What to produce – Could you set down all of the data again, exactly as it stands?

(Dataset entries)
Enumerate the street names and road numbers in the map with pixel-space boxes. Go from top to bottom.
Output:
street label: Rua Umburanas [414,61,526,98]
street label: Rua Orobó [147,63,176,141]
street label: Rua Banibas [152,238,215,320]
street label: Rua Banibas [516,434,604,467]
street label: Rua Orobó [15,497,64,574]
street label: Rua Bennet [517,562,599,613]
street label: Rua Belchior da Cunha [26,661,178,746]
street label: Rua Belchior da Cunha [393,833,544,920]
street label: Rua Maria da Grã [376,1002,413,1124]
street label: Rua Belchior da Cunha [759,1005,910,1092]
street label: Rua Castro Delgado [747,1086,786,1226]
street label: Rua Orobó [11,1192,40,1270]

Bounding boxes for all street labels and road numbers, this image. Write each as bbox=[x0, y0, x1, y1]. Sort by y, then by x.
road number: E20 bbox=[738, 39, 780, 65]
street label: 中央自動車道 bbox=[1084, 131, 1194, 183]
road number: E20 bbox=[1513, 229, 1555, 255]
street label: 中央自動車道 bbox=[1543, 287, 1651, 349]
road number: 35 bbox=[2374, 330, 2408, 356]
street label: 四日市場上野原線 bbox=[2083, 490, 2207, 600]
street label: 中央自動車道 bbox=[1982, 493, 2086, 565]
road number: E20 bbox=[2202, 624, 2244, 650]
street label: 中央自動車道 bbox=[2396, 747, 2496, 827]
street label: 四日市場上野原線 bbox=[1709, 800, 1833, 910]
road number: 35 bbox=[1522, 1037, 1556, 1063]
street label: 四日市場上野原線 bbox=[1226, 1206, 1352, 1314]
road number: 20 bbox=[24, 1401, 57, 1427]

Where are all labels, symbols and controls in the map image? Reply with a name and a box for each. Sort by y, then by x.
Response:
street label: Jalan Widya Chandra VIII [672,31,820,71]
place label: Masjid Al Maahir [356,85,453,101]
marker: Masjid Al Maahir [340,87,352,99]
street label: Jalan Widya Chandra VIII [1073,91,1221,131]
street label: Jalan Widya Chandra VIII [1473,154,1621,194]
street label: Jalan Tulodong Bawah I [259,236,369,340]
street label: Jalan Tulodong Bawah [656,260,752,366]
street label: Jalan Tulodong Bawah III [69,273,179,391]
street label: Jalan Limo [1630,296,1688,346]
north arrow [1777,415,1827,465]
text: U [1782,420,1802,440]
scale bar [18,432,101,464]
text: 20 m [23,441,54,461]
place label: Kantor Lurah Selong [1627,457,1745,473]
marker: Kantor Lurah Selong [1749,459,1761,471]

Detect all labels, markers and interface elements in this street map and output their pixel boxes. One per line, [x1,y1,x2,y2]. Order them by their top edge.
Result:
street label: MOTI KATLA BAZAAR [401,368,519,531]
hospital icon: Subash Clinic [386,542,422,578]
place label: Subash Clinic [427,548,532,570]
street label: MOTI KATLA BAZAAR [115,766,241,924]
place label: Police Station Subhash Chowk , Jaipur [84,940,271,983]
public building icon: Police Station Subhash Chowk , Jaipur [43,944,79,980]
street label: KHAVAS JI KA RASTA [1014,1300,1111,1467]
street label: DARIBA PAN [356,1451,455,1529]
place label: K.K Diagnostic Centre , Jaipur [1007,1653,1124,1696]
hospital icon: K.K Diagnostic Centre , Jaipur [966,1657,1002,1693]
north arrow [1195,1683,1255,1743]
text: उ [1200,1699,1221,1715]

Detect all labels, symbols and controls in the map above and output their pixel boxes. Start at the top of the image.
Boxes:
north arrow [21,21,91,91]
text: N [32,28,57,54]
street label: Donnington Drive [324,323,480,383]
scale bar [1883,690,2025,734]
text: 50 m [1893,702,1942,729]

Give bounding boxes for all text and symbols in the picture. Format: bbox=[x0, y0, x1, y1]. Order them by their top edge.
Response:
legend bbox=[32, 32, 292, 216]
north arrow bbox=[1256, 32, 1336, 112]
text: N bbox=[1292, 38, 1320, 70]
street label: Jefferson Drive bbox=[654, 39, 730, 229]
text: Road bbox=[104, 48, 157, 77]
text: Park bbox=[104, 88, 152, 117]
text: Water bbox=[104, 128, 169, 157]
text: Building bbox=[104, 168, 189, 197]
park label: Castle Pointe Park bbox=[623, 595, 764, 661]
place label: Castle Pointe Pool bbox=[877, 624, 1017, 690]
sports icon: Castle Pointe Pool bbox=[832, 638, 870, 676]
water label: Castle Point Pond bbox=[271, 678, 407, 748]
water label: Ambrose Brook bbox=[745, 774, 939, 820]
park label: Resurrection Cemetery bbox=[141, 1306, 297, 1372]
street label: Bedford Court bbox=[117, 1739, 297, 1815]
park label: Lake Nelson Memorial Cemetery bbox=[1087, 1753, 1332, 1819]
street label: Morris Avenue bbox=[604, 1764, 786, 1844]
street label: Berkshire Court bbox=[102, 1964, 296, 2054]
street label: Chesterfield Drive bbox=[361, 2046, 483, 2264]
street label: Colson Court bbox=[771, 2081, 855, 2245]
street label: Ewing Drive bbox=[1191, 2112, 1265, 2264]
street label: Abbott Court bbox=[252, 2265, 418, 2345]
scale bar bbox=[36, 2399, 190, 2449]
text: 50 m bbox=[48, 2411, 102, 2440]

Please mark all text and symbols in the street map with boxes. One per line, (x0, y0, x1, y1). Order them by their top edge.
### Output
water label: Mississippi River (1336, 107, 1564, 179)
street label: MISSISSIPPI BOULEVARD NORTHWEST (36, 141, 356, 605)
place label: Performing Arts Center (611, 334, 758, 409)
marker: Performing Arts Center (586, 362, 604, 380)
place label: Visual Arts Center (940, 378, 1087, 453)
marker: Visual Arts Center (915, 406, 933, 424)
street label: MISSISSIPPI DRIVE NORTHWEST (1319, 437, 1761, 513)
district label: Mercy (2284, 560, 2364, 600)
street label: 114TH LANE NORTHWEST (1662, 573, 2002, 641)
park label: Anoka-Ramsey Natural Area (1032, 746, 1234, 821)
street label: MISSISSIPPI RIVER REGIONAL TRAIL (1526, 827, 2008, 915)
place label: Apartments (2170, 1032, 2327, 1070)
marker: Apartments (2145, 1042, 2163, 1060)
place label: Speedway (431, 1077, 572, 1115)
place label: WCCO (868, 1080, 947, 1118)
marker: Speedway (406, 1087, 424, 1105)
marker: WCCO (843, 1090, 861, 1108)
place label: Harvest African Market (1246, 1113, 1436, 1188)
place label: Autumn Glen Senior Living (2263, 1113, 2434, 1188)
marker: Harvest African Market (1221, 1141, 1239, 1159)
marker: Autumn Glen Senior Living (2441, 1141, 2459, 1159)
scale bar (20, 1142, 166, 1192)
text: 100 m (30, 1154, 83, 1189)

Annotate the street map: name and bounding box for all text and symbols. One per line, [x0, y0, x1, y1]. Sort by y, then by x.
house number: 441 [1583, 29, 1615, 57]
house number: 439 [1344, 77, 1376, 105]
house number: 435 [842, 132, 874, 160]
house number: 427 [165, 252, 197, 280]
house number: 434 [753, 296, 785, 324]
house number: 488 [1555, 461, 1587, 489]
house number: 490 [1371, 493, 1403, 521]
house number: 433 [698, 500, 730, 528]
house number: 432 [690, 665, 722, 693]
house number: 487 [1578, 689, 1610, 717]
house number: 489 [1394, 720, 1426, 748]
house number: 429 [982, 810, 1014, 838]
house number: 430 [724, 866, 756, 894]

Output of the exercise –
Enumerate the street names and road numbers in the map with pixel-space boxes. Go from top to bottom.
Output:
street label: Rua Umburanas [414,61,526,98]
street label: Rua Orobó [147,63,176,141]
street label: Rua Banibas [152,238,215,320]
street label: Rua Banibas [516,434,604,467]
street label: Rua Orobó [15,497,64,574]
street label: Rua Bennet [517,562,599,613]
street label: Rua Belchior da Cunha [26,661,178,746]
street label: Rua Belchior da Cunha [393,833,544,920]
street label: Rua Maria da Grã [376,1002,413,1124]
street label: Rua Belchior da Cunha [759,1005,910,1092]
street label: Rua Castro Delgado [747,1086,786,1226]
street label: Rua Orobó [11,1192,40,1270]

Bounding boxes for all street labels and road numbers, this image. Write each as bbox=[x0, y0, x1, y1]. Sort by y, then by x.
road number: E20 bbox=[738, 39, 780, 65]
street label: 中央自動車道 bbox=[1084, 131, 1194, 183]
road number: E20 bbox=[1513, 229, 1555, 255]
street label: 中央自動車道 bbox=[1543, 287, 1651, 349]
road number: 35 bbox=[2374, 330, 2408, 356]
street label: 四日市場上野原線 bbox=[2083, 490, 2207, 600]
street label: 中央自動車道 bbox=[1982, 493, 2086, 565]
road number: E20 bbox=[2202, 624, 2244, 650]
street label: 中央自動車道 bbox=[2396, 747, 2496, 827]
street label: 四日市場上野原線 bbox=[1709, 800, 1833, 910]
road number: 35 bbox=[1522, 1037, 1556, 1063]
street label: 四日市場上野原線 bbox=[1226, 1206, 1352, 1314]
road number: 20 bbox=[24, 1401, 57, 1427]

Where are all labels, symbols and controls in the map image? Reply with a name and a box for each. Sort by y, then by x.
Response:
street label: Jalan Widya Chandra VIII [672,31,820,71]
place label: Masjid Al Maahir [356,85,453,101]
marker: Masjid Al Maahir [340,87,352,99]
street label: Jalan Widya Chandra VIII [1073,91,1221,131]
street label: Jalan Widya Chandra VIII [1473,154,1621,194]
street label: Jalan Tulodong Bawah I [259,236,369,340]
street label: Jalan Tulodong Bawah [656,260,752,366]
street label: Jalan Tulodong Bawah III [69,273,179,391]
street label: Jalan Limo [1630,296,1688,346]
north arrow [1777,415,1827,465]
text: U [1782,420,1802,440]
scale bar [18,432,101,464]
text: 20 m [23,441,54,461]
place label: Kantor Lurah Selong [1627,457,1745,473]
marker: Kantor Lurah Selong [1749,459,1761,471]

Detect all labels, markers and interface elements in this street map and output their pixel boxes. One per line, [x1,y1,x2,y2]. Order them by their top edge.
Result:
street label: MOTI KATLA BAZAAR [401,368,519,531]
hospital icon: Subash Clinic [386,542,422,578]
place label: Subash Clinic [427,548,532,570]
street label: MOTI KATLA BAZAAR [115,766,241,924]
place label: Police Station Subhash Chowk , Jaipur [84,940,271,983]
public building icon: Police Station Subhash Chowk , Jaipur [43,944,79,980]
street label: KHAVAS JI KA RASTA [1014,1300,1111,1467]
street label: DARIBA PAN [356,1451,455,1529]
place label: K.K Diagnostic Centre , Jaipur [1007,1653,1124,1696]
hospital icon: K.K Diagnostic Centre , Jaipur [966,1657,1002,1693]
north arrow [1195,1683,1255,1743]
text: उ [1200,1699,1221,1715]

Detect all labels, symbols and controls in the map above and output their pixel boxes. Start at the top of the image.
Boxes:
north arrow [21,21,91,91]
text: N [32,28,57,54]
street label: Donnington Drive [324,323,480,383]
scale bar [1883,690,2025,734]
text: 50 m [1893,702,1942,729]

Give bounding boxes for all text and symbols in the picture. Format: bbox=[x0, y0, x1, y1]. Order them by their top edge.
Response:
legend bbox=[32, 32, 292, 216]
north arrow bbox=[1256, 32, 1336, 112]
text: N bbox=[1292, 38, 1320, 70]
street label: Jefferson Drive bbox=[654, 39, 730, 229]
text: Road bbox=[104, 48, 157, 77]
text: Park bbox=[104, 88, 152, 117]
text: Water bbox=[104, 128, 169, 157]
text: Building bbox=[104, 168, 189, 197]
park label: Castle Pointe Park bbox=[623, 595, 764, 661]
place label: Castle Pointe Pool bbox=[877, 624, 1017, 690]
sports icon: Castle Pointe Pool bbox=[832, 638, 870, 676]
water label: Castle Point Pond bbox=[271, 678, 407, 748]
water label: Ambrose Brook bbox=[745, 774, 939, 820]
park label: Resurrection Cemetery bbox=[141, 1306, 297, 1372]
street label: Bedford Court bbox=[117, 1739, 297, 1815]
park label: Lake Nelson Memorial Cemetery bbox=[1087, 1753, 1332, 1819]
street label: Morris Avenue bbox=[604, 1764, 786, 1844]
street label: Berkshire Court bbox=[102, 1964, 296, 2054]
street label: Chesterfield Drive bbox=[361, 2046, 483, 2264]
street label: Colson Court bbox=[771, 2081, 855, 2245]
street label: Ewing Drive bbox=[1191, 2112, 1265, 2264]
street label: Abbott Court bbox=[252, 2265, 418, 2345]
scale bar bbox=[36, 2399, 190, 2449]
text: 50 m bbox=[48, 2411, 102, 2440]

Please mark all text and symbols in the street map with boxes. One per line, (x0, y0, x1, y1). Order them by their top edge.
### Output
water label: Mississippi River (1336, 107, 1564, 179)
street label: MISSISSIPPI BOULEVARD NORTHWEST (36, 141, 356, 605)
place label: Performing Arts Center (611, 334, 758, 409)
marker: Performing Arts Center (586, 362, 604, 380)
place label: Visual Arts Center (940, 378, 1087, 453)
marker: Visual Arts Center (915, 406, 933, 424)
street label: MISSISSIPPI DRIVE NORTHWEST (1319, 437, 1761, 513)
district label: Mercy (2284, 560, 2364, 600)
street label: 114TH LANE NORTHWEST (1662, 573, 2002, 641)
park label: Anoka-Ramsey Natural Area (1032, 746, 1234, 821)
street label: MISSISSIPPI RIVER REGIONAL TRAIL (1526, 827, 2008, 915)
place label: Apartments (2170, 1032, 2327, 1070)
marker: Apartments (2145, 1042, 2163, 1060)
place label: Speedway (431, 1077, 572, 1115)
place label: WCCO (868, 1080, 947, 1118)
marker: Speedway (406, 1087, 424, 1105)
marker: WCCO (843, 1090, 861, 1108)
place label: Harvest African Market (1246, 1113, 1436, 1188)
place label: Autumn Glen Senior Living (2263, 1113, 2434, 1188)
marker: Harvest African Market (1221, 1141, 1239, 1159)
marker: Autumn Glen Senior Living (2441, 1141, 2459, 1159)
scale bar (20, 1142, 166, 1192)
text: 100 m (30, 1154, 83, 1189)

Annotate the street map: name and bounding box for all text and symbols. One per line, [x0, y0, x1, y1]. Sort by y, then by x.
house number: 441 [1583, 29, 1615, 57]
house number: 439 [1344, 77, 1376, 105]
house number: 435 [842, 132, 874, 160]
house number: 427 [165, 252, 197, 280]
house number: 434 [753, 296, 785, 324]
house number: 488 [1555, 461, 1587, 489]
house number: 490 [1371, 493, 1403, 521]
house number: 433 [698, 500, 730, 528]
house number: 432 [690, 665, 722, 693]
house number: 487 [1578, 689, 1610, 717]
house number: 489 [1394, 720, 1426, 748]
house number: 429 [982, 810, 1014, 838]
house number: 430 [724, 866, 756, 894]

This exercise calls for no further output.